2003年,ヴェニス・ビエンナーレに参加。近年の主な個展に「とおくてよくみえない」(2011-2012年・横浜美術館、神奈川/広島市現代美術館、広島/霧島アートの森、鹿児島/ IKON Gallery、バーミンガム、UK)、「高嶺格のクールジャパン」(2012年・水戸芸術館現代美術ギャラリー、茨城)、「Japan Syndrome - Utrecht Version」(2013年・CASCO、ユトレヒト、オランダ)など。また2013年には、ドイツ学術交流アカデミー(DAAD)に招聘され1年間ベルリンに滞在した。
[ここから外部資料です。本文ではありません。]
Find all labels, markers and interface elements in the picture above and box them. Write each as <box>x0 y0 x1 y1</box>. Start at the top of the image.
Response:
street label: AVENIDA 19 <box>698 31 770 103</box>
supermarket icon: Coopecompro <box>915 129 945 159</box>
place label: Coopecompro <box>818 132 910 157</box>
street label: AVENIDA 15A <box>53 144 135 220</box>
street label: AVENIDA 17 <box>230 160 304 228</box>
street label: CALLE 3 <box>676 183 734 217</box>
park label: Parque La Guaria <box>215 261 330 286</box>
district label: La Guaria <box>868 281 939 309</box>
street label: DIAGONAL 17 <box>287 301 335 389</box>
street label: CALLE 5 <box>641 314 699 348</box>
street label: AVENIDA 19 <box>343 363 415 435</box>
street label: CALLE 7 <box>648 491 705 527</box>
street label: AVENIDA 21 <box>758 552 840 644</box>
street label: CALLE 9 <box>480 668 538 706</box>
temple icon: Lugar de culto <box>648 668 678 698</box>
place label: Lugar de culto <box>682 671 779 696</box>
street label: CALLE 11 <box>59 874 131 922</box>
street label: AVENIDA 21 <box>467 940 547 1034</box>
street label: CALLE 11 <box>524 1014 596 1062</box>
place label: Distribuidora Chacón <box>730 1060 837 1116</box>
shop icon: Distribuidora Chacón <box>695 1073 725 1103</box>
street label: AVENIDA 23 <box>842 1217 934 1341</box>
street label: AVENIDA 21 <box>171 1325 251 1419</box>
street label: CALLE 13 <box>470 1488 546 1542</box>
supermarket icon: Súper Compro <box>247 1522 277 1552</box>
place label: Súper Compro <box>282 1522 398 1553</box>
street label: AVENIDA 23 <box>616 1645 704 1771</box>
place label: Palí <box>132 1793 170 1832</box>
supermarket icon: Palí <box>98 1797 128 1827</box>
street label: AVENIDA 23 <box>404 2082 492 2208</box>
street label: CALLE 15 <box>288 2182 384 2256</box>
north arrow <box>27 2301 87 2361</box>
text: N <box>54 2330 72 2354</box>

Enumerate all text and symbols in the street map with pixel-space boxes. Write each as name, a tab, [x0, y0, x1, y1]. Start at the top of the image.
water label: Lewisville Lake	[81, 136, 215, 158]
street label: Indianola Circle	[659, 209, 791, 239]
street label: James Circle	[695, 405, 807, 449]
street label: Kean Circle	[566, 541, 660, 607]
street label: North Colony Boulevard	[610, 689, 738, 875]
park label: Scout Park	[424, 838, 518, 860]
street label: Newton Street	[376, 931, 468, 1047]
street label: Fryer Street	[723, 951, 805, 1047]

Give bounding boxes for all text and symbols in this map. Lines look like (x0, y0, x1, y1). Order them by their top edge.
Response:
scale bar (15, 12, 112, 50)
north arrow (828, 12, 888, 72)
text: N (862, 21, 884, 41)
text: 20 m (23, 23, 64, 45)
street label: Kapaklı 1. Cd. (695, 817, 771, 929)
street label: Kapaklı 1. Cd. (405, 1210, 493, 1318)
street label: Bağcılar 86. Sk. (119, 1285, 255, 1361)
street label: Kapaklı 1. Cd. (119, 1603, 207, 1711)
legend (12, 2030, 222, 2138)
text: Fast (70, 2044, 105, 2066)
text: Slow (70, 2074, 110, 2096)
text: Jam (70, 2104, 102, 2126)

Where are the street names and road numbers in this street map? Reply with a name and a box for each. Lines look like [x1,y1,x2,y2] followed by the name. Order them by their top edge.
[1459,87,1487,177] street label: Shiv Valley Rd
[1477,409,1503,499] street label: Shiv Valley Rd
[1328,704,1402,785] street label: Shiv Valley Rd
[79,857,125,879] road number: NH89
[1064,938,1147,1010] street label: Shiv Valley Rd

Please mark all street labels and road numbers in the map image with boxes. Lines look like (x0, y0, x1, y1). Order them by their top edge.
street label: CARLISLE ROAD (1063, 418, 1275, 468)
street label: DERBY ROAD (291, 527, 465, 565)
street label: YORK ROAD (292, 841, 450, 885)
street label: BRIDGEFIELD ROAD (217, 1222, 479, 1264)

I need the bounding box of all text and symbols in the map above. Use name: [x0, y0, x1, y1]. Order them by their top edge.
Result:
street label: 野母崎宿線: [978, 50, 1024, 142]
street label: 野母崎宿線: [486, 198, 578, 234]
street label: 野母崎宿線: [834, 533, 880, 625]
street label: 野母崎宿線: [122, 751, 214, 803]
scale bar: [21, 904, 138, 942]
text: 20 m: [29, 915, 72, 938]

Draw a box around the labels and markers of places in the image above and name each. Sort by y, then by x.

著書に『在日の恋人』(河出書房新社,2008年)がある。2020年-秋田公立美術大学美術学部・多摩美術大学美術学部彫刻学科教授。

能勢陽子
豊田市美術館学芸員。同志社大学文学部文化学科美学及び芸術学修士課程修了。これまで企画したおもな展覧会に、「テーマ展 中原浩大」(豊田市美術館、2001年)、「ガーデンズ」(豊田市美術館、2006年)、「Blooming:日本-ブラジル きみのいるところ」(豊田市美術館、2008年)、「Twist and Shout Contemporary Art from Japan」(バンコク・アート&カルチャーセンター、2009年、国際交流基金主催・共同企画)、「石上純也-建築の新しい大きさ」展(豊田市美術館、2010年)、「反重力」展(豊田市美術館、2013年)、「杉戸洋-こっぱとあまつぶ」展(豊田市美術館、2016年)、「ビルディング・ロマンス」(豊田市美術館、2018年)、あいちトリエンナーレ2019(豊田市・名古屋市、2019年)、「ホー・ツーニェン 百鬼夜行」展(豊田市美術館、2021-2022年)。美術手帖、WEBマガジンartscape等にも多数執筆。